=== Section Start ===
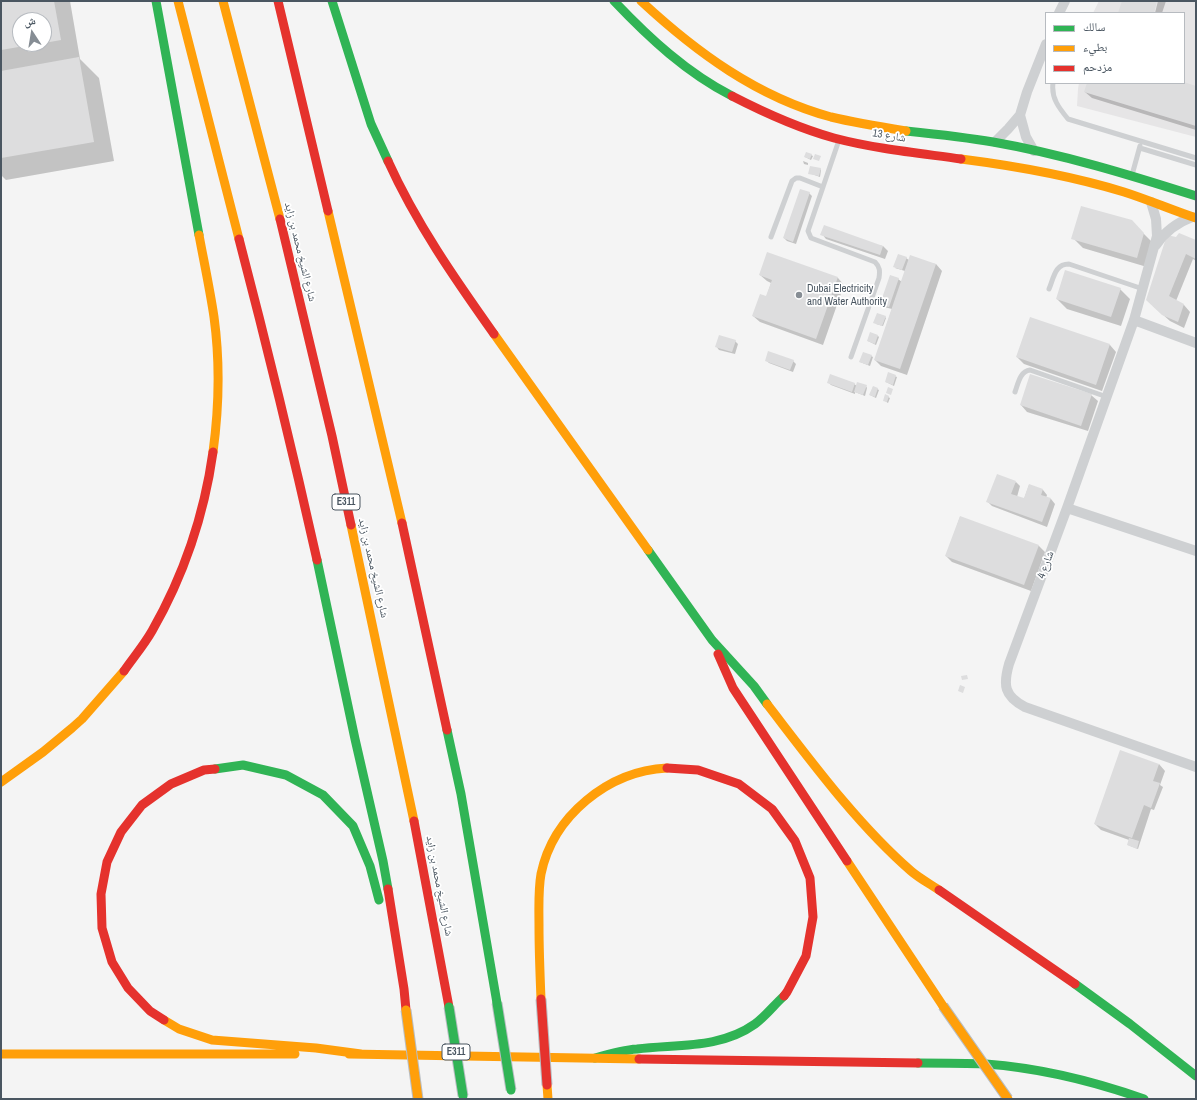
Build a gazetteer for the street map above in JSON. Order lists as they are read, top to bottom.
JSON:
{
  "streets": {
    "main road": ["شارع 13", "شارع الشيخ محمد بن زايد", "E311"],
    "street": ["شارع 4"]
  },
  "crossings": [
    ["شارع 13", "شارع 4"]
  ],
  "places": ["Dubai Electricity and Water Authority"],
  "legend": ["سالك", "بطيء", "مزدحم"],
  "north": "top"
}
=== Section End ===
=== Section Start ===
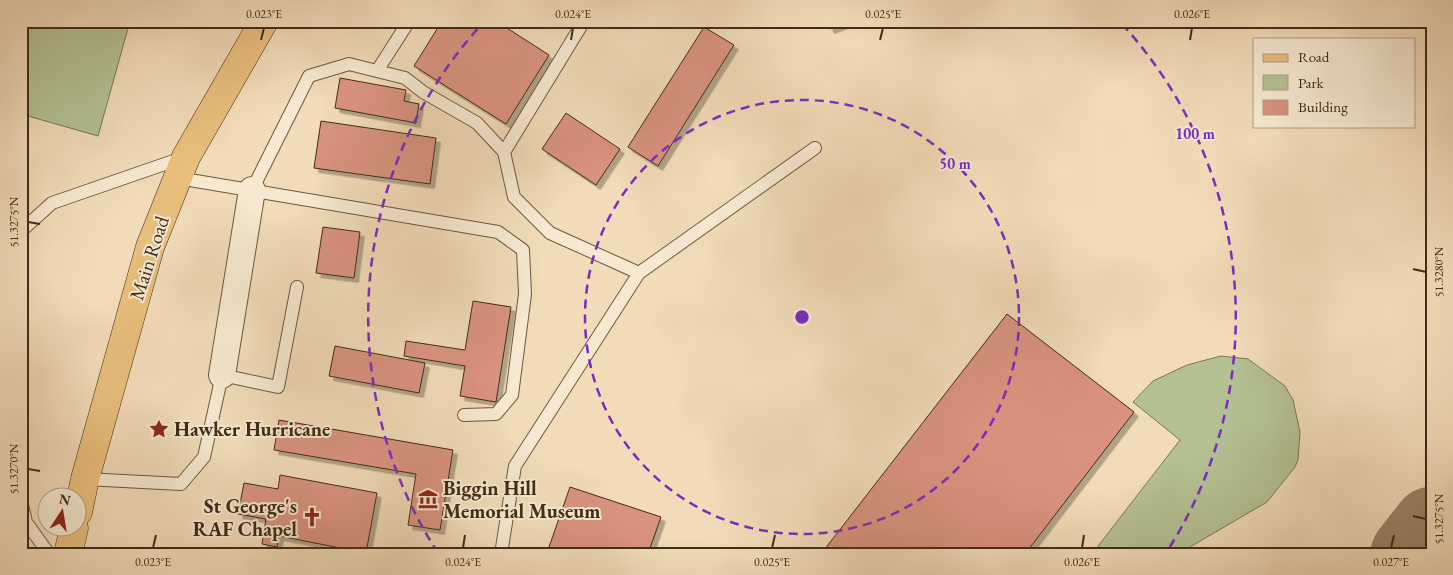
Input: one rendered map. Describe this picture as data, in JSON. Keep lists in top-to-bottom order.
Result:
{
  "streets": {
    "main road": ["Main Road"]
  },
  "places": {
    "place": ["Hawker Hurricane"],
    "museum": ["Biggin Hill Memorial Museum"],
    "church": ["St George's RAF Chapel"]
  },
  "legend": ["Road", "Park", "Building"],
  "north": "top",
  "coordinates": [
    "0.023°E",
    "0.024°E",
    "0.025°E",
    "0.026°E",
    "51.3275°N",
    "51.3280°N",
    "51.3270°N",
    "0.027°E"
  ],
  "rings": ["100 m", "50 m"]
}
=== Section End ===
Task statement
Using the records above, copy each line that contains "lists".

Problem solution
Build a gazetteer for the street map above in JSON. Order lists as they are read, top to bottom.
Input: one rendered map. Describe this picture as data, in JSON. Keep lists in top-to-bottom order.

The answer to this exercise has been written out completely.